‘Ghost the Musical’ to Close on Aug. 18

Richard Fleeshman and Caissie Levy in "Ghost the Musical." Sara Krulwich/The New York TimesRichard Fleeshman and Caissie Levy in “Ghost the Musical.”

The producers of “Ghost the Musical,” an adaptation of the hit film, announced on Tuesday that the Broadway show will close on Aug. 18 after 39 previews and 136 regular performances at the Lunt-Fontanne Theater.

The closing represents a commercial failure for “Ghost,” which has never come close to cracking $1 million a week in ticket sales. The show’s capitalization is believed to be in the low-to-mid eight figures, and the production will close at a financial loss. (A spokeswoman for the production declined to confirm the capitalization for the show.)

“Ghost,” which was panned by Charles Isherwood of The New York Times as a “thrill-free singing theme-park ride,” may yet have a lucrative afterlife, however, thanks to a national tour set to begin in the fall of 2013 and international productions scheduled for Korea, Germany, Sweden, Hungary and elsewhere. (It is scheduled to close at Piccadilly Theater in London in early October, after a 14-month run.)

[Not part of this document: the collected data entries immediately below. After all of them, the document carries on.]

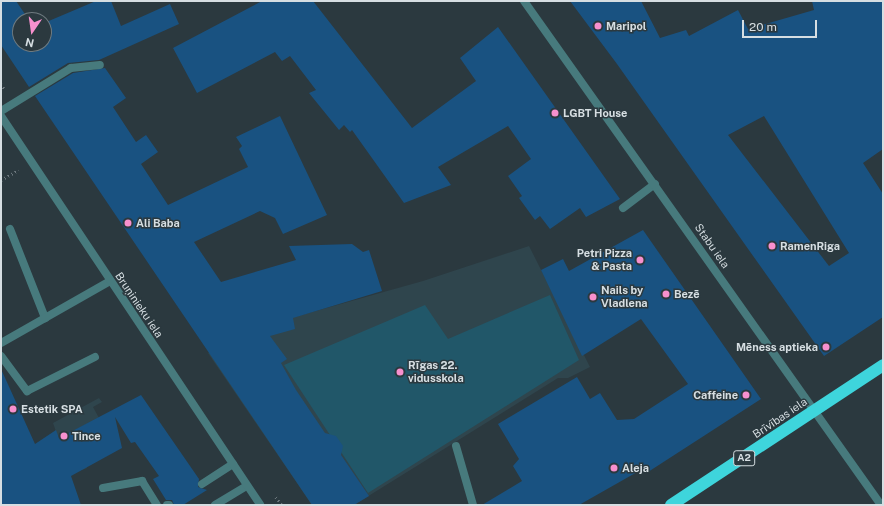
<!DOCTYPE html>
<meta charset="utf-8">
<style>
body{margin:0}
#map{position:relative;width:884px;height:506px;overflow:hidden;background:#2b393f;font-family:"Public Sans",sans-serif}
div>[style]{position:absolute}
.built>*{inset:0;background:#2f454d}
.green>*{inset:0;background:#215769}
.building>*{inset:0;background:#195281}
.path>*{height:2.5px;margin-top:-1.25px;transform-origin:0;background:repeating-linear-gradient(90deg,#6c777d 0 1px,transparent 0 4px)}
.lane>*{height:8px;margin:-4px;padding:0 4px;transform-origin:4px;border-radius:4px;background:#477a7d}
.street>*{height:8px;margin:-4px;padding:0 4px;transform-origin:4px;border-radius:4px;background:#477a7d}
.highway>*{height:12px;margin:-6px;padding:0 6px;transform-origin:6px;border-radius:6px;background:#3ed5dc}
.dots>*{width:11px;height:11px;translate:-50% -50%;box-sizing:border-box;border:2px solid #2b393f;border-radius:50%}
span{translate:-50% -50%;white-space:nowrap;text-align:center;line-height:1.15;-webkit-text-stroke:3px #2b393f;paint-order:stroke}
.shield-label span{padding:1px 3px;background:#2b393f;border:1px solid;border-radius:3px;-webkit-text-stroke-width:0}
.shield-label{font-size:10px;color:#d6dee2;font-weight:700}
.poi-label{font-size:11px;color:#d6dee2;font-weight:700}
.left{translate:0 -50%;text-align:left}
.right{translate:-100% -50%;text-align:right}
.street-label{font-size:11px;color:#d6dee2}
.frame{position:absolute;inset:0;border:2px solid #d6dee2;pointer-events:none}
.north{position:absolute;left:12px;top:12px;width:40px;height:40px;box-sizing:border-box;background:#2b393f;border:1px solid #6f7b80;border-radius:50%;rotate:193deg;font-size:11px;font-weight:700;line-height:16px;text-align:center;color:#d6dee2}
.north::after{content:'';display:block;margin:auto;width:14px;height:18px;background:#f790ce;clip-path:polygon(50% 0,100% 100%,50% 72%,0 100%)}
.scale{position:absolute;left:742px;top:20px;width:75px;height:18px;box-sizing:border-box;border:2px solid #d6dee2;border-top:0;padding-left:5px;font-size:12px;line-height:14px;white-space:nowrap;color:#d6dee2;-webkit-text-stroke:3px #2b393f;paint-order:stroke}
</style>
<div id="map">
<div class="built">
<i style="clip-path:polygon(529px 246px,590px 367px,568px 378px,558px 378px,354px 505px,312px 505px,208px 353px,255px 328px,423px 281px)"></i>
<i style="clip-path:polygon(99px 398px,102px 402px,93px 407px,99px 418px,69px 433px,87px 468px,71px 474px,53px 423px)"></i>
</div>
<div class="green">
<i style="clip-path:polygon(550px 295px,579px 360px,368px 493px,284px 365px,425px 305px,448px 339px)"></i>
</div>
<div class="building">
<i style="clip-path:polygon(1px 1px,16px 1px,29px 20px,20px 20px,20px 44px,44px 44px,44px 23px,96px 1px,111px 1px,121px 26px,170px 4px,179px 24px,99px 60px,68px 63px,29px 87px,1px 45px)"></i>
<i style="clip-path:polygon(262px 1px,313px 1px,412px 128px,476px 81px,460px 58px,498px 27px,620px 199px,586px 217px,580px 208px,550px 229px,540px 216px,535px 220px,519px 198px,522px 196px,508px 176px,531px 159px,508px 126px,438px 167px,451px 185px,404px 203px,352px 130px,350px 132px,344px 125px,339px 130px,309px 93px,316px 90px,290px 56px,282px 61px,275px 52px,197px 93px,173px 48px)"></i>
<i style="clip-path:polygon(evenodd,570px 1px,641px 1px,660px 38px,686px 30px,689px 36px,738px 10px,748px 29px,814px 10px,812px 1px,883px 1px,883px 149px,863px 163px,883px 194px,883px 317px,824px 356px,617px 64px,570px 1px,764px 116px,849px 253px,829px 266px,728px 135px,764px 116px)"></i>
<i style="clip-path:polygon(105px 68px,126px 98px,113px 107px,136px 142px,146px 135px,158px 152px,141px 164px,168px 205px,248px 167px,239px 149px,242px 146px,236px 137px,280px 116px,327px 215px,283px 234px,275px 218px,260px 211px,194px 242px,221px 282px,296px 260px,289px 246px,352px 244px,363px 252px,369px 250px,382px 291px,293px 318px,295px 329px,270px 336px,287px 359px,281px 363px,296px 390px,325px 433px,336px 436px,343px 446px,341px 455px,369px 496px,354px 505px,312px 505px,35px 96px,73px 73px)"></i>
<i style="clip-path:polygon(643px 230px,761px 399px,648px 472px,646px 467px,579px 505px,482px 505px,522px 481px,513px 466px,519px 459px,498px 424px,577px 377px,590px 399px,600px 393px,617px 420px,634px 419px,688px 384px,641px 319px,582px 356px,541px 270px,563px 259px,569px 271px)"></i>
<i style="clip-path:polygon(1px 369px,35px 444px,56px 430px,59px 438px,141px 395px,199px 479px,198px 487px,207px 490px,183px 505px,174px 505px,172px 500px,166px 500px,153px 479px,159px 476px,135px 442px,131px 443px,115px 417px,122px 448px,71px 476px,81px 505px,1px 505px)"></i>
</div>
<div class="path">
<i style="left:1px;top:84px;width:7px;rotate:56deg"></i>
<i style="left:1px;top:180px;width:20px;rotate:-30deg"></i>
<i style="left:276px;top:497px;width:10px;rotate:53deg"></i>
</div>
<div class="lane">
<i style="left:1px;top:111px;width:82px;rotate:-31.6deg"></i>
<i style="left:71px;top:68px;width:29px;rotate:-6deg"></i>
<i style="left:623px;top:208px;width:40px;rotate:-37deg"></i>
<i style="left:10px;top:229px;width:96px;rotate:68.5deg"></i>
<i style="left:1px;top:343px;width:125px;rotate:-29.6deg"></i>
<i style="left:1px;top:356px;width:44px;rotate:53.4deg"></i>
<i style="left:27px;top:391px;width:76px;rotate:-26.6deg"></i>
<i style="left:456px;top:446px;width:61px;rotate:73.9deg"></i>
<i style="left:202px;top:484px;width:37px;rotate:-33deg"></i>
<i style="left:103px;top:488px;width:40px;rotate:-10deg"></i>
<i style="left:142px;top:481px;width:28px;rotate:58deg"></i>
<i style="left:167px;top:505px;width:2px"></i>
<i style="left:215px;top:505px;width:37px;rotate:-31deg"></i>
</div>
<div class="street">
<i style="left:524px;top:1px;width:618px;rotate:54.69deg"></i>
<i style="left:1px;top:116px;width:467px;rotate:56.3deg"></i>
</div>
<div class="highway">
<i style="left:671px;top:505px;width:254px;rotate:-33.4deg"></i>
</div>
<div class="dots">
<i style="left:598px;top:26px;background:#f790ce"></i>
<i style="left:555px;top:113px;background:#f790ce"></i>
<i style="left:128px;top:223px;background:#f790ce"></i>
<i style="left:772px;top:246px;background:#f790ce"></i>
<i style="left:640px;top:260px;background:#f790ce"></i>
<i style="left:666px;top:294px;background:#f790ce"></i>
<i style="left:593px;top:297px;background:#f790ce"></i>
<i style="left:826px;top:347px;background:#f790ce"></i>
<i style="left:400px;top:372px;background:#f790ce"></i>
<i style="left:746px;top:395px;background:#f790ce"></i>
<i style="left:13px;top:409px;background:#f790ce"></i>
<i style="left:64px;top:436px;background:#f790ce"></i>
<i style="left:614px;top:468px;background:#f790ce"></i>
</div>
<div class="shield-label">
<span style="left:744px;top:458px">A2</span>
</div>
<div class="poi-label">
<span class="left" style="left:606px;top:26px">Maripol</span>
<span class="left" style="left:563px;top:113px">LGBT House</span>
<span class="left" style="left:136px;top:223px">Ali Baba</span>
<span class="left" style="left:780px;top:246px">RamenRiga</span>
<span class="right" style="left:632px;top:260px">Petri Pizza<br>&amp; Pasta</span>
<span class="left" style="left:601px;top:297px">Nails by<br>Vladlena</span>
<span class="left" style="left:674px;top:294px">Bezē</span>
<span class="right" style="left:818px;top:347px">Mēness aptieka</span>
<span class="left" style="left:408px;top:372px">Rīgas 22.<br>vidusskola</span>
<span class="right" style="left:738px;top:395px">Caffeine</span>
<span class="left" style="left:21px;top:409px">Estetik SPA</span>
<span class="left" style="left:72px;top:436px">Tince</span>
<span class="left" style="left:622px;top:468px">Aleja</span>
</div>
<div class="street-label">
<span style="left:712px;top:246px;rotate:55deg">Stabu iela</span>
<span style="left:139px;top:305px;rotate:56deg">Bruņinieku iela</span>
<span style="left:780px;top:418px;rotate:-34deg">Brīvības iela</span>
</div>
<div class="frame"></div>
<div class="north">N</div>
<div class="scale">20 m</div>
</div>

And the show’s director, Matthew Warchus, who won a Tony for his work on Yasmina Reza’s 2009 play “God of Carnage,” will get a shot of redemption next spring when “Matilda the Musical,” his Royal Shakespeare Company adaptation of Roald Dahl’s classic children’s novel, opens on Broadway. That production, praised by The Times’s Ben Brantley in January as “the fattest, sassiest hit” of the London season, won a record seven Olivier awards.

Correction: July 24, 2012
An earlier version of this post misspelled the name of the Broadway theater where "Ghost" is playing. It is the Lunt-Fontanne Theater, not the Lunt-Fontaine.